Le 27 mai, à 22 heures, 200 personnes venaient braver l’interdiction de Nols devant la maison communale, dénonçant le couvre-feu comme une atteinte aux libertés et comme une vexation particulière à l’égard des musulmans de la commune. Le Ramadan a en effet pris fin le 10 juin.

Le couvre-feu également. Les musulmans respectent le jeûne toute la journée pendant le Ramadan et, le soir venu, se rendent à la Mosquée. Ce n’est qu’au coucher du soleil qu’ils s’égaylent dans les rues pour les réjouissances du soir. A 10h, la rue est le lieu où les fidèles se regroupent en famille, entre amis ou entre voisins. L’instauration de couvre-feu correspondant exactement à la durée du Ramadan n’est pas une coïncidence.

La manifestation s’était déroulée calmement et dignement. Vers 22h30, après la dispersion des manifestants, la police s’approchait d’un groupe s’éloignant de la place Collignon. Plusieurs policiers assaillirent alors trois manifestants après les avoir invectivés, sans que le moindre trouble justifie une quelconque intervention. Sans sommation, un policier s’est déchaîné à la matraque sur un homme de 56 ans et sur son fils. Frappés brutalement, les deux hommes durent être admis à l’hôpital où l’un d’eux, le père est resté une semaine, victime d’une commotion cérébrale.

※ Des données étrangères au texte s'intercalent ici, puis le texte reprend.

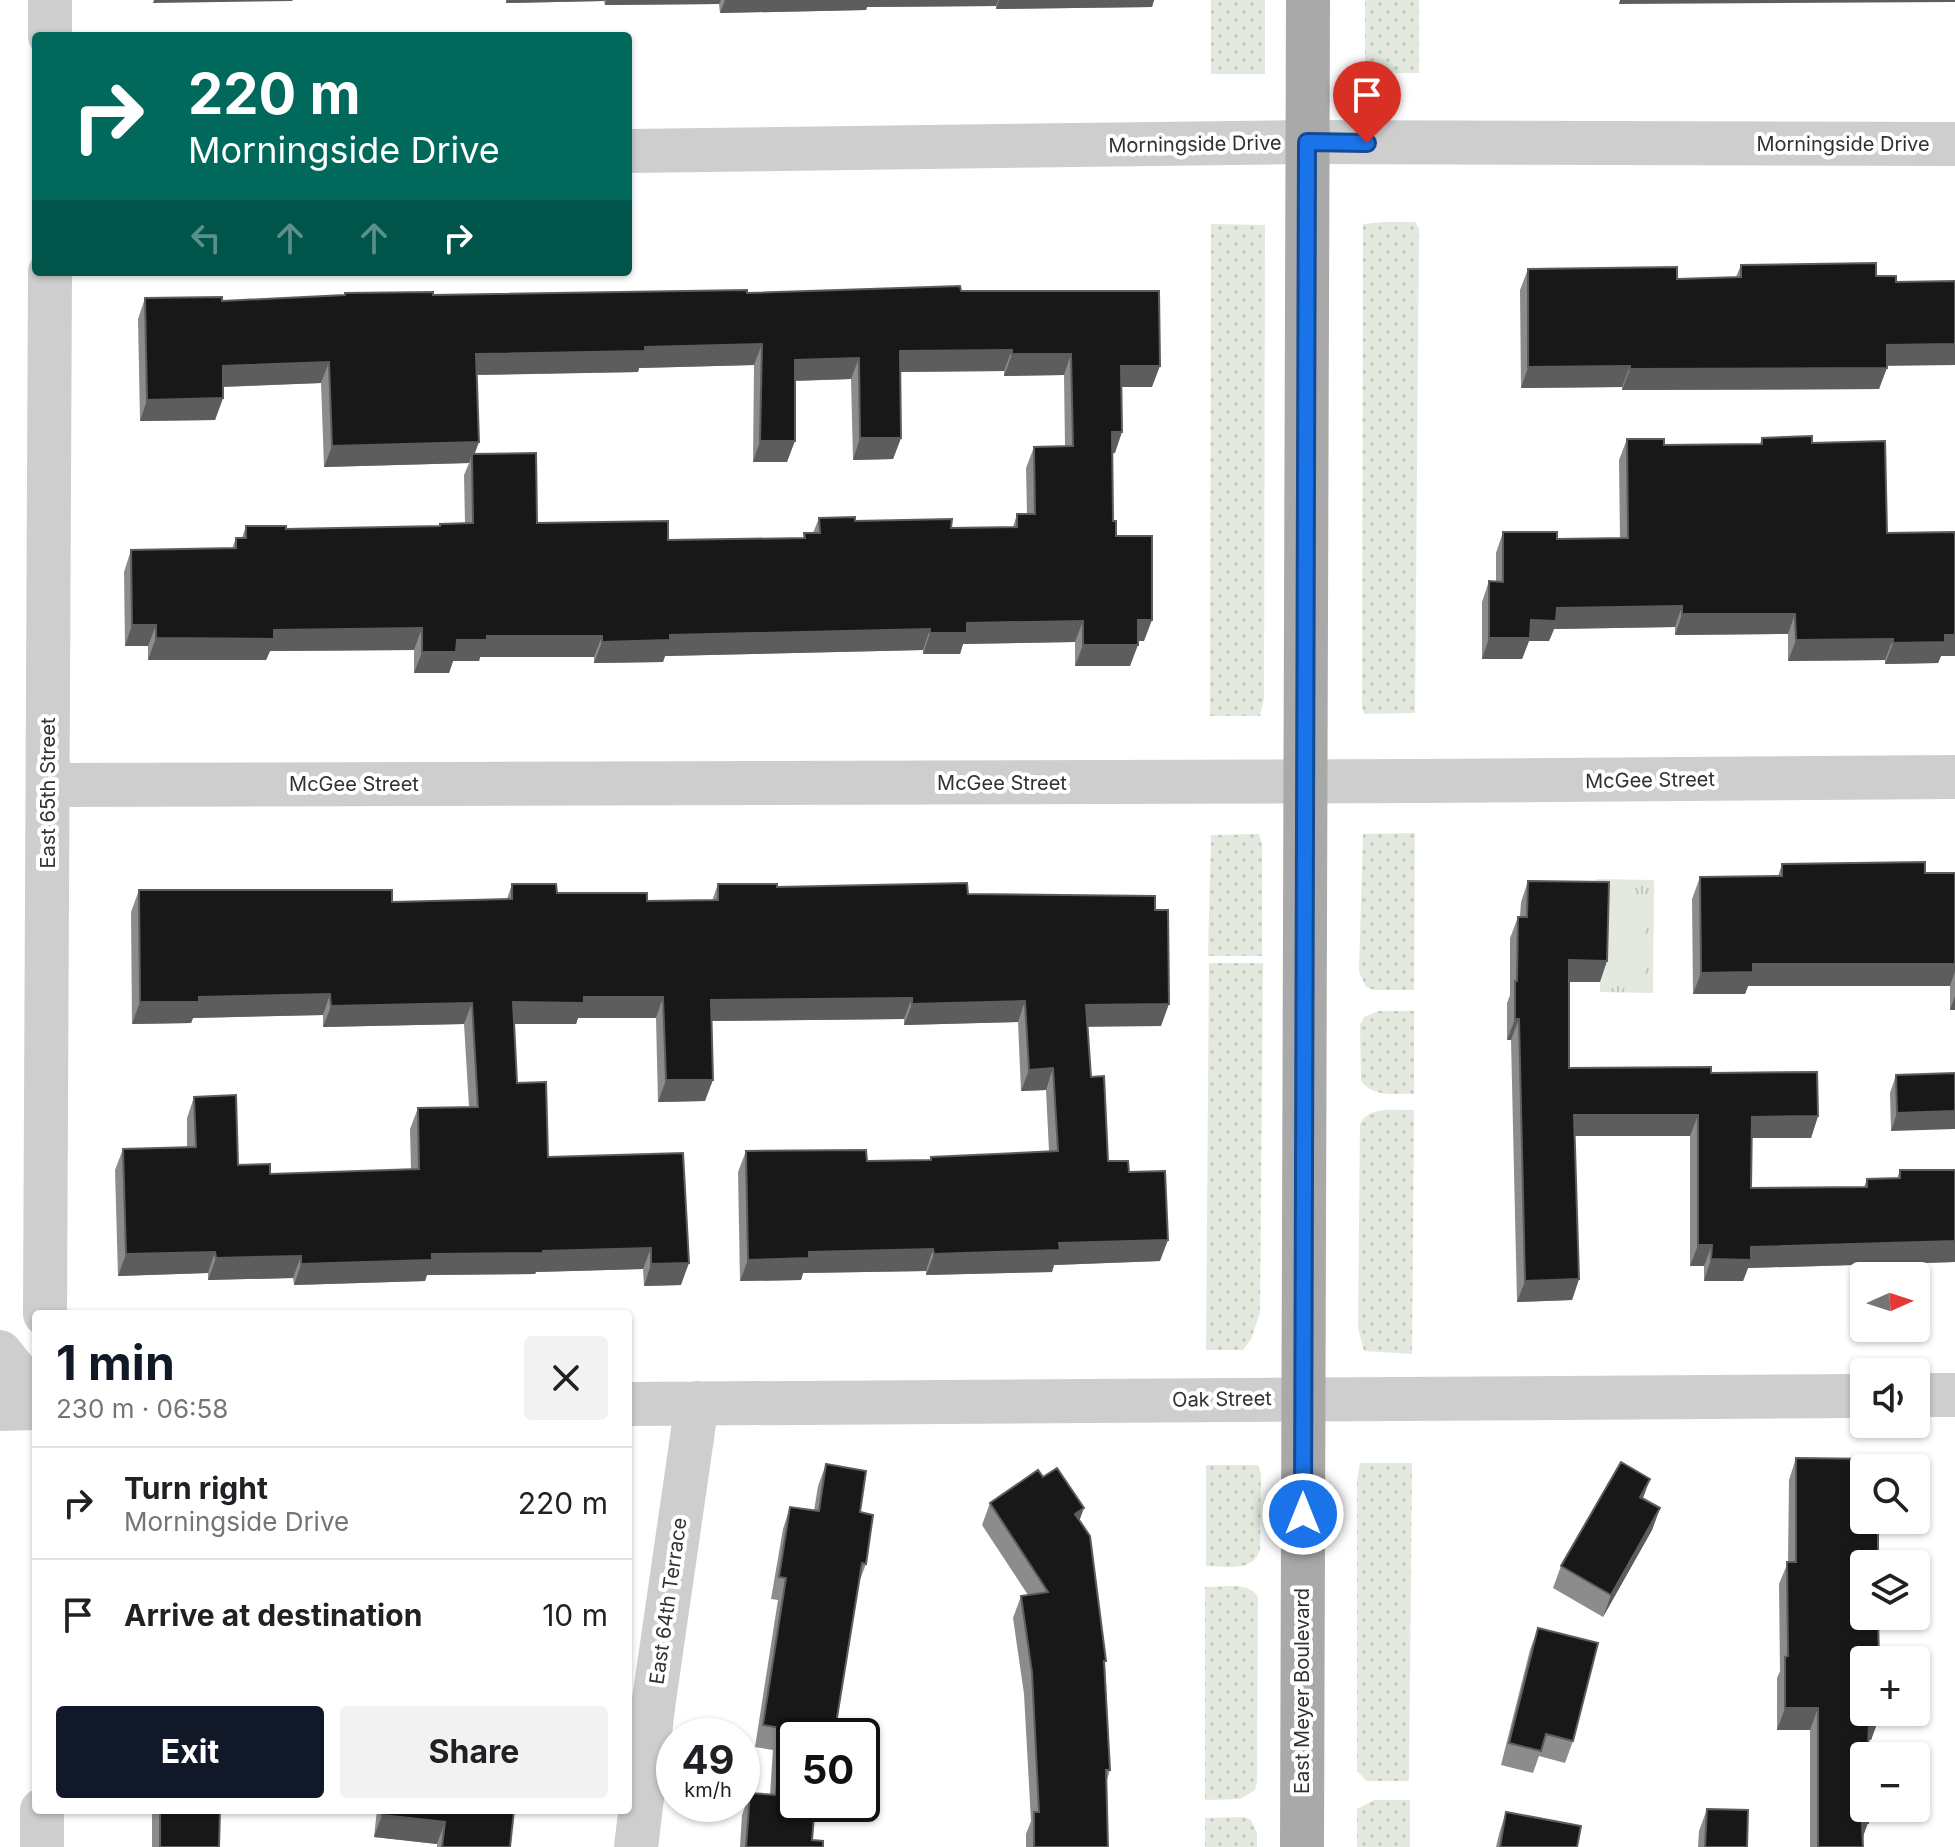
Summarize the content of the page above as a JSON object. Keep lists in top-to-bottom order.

« Dispersion par la force » disait l’Arrêté du bourgmestre. Pour cette fois, c’était réussi ! Le lendemain, Nols déclarait « Si ces manifestants n’étaient pas venus vers la maison communale, nous n’aurions sans doute jamais dû intervenir » ! Les victimes ont porté plainte contre les policiers responsables. Rien n’indique à ce jour que ces derniers aient été identifiés et que le Parquet ait entamé des poursuites.

La tutelle se cache.

Dès la publication de l’ordonnance, 17 Schaerbeekois introduisaient un recours en suspension auprès du Gouverneur de la Province.

De même, ils demandaient au Ministre de la Région bruxelloise de Donnéa, autorité de tutelle, d’annuler la mesure anticonstitutionnelle.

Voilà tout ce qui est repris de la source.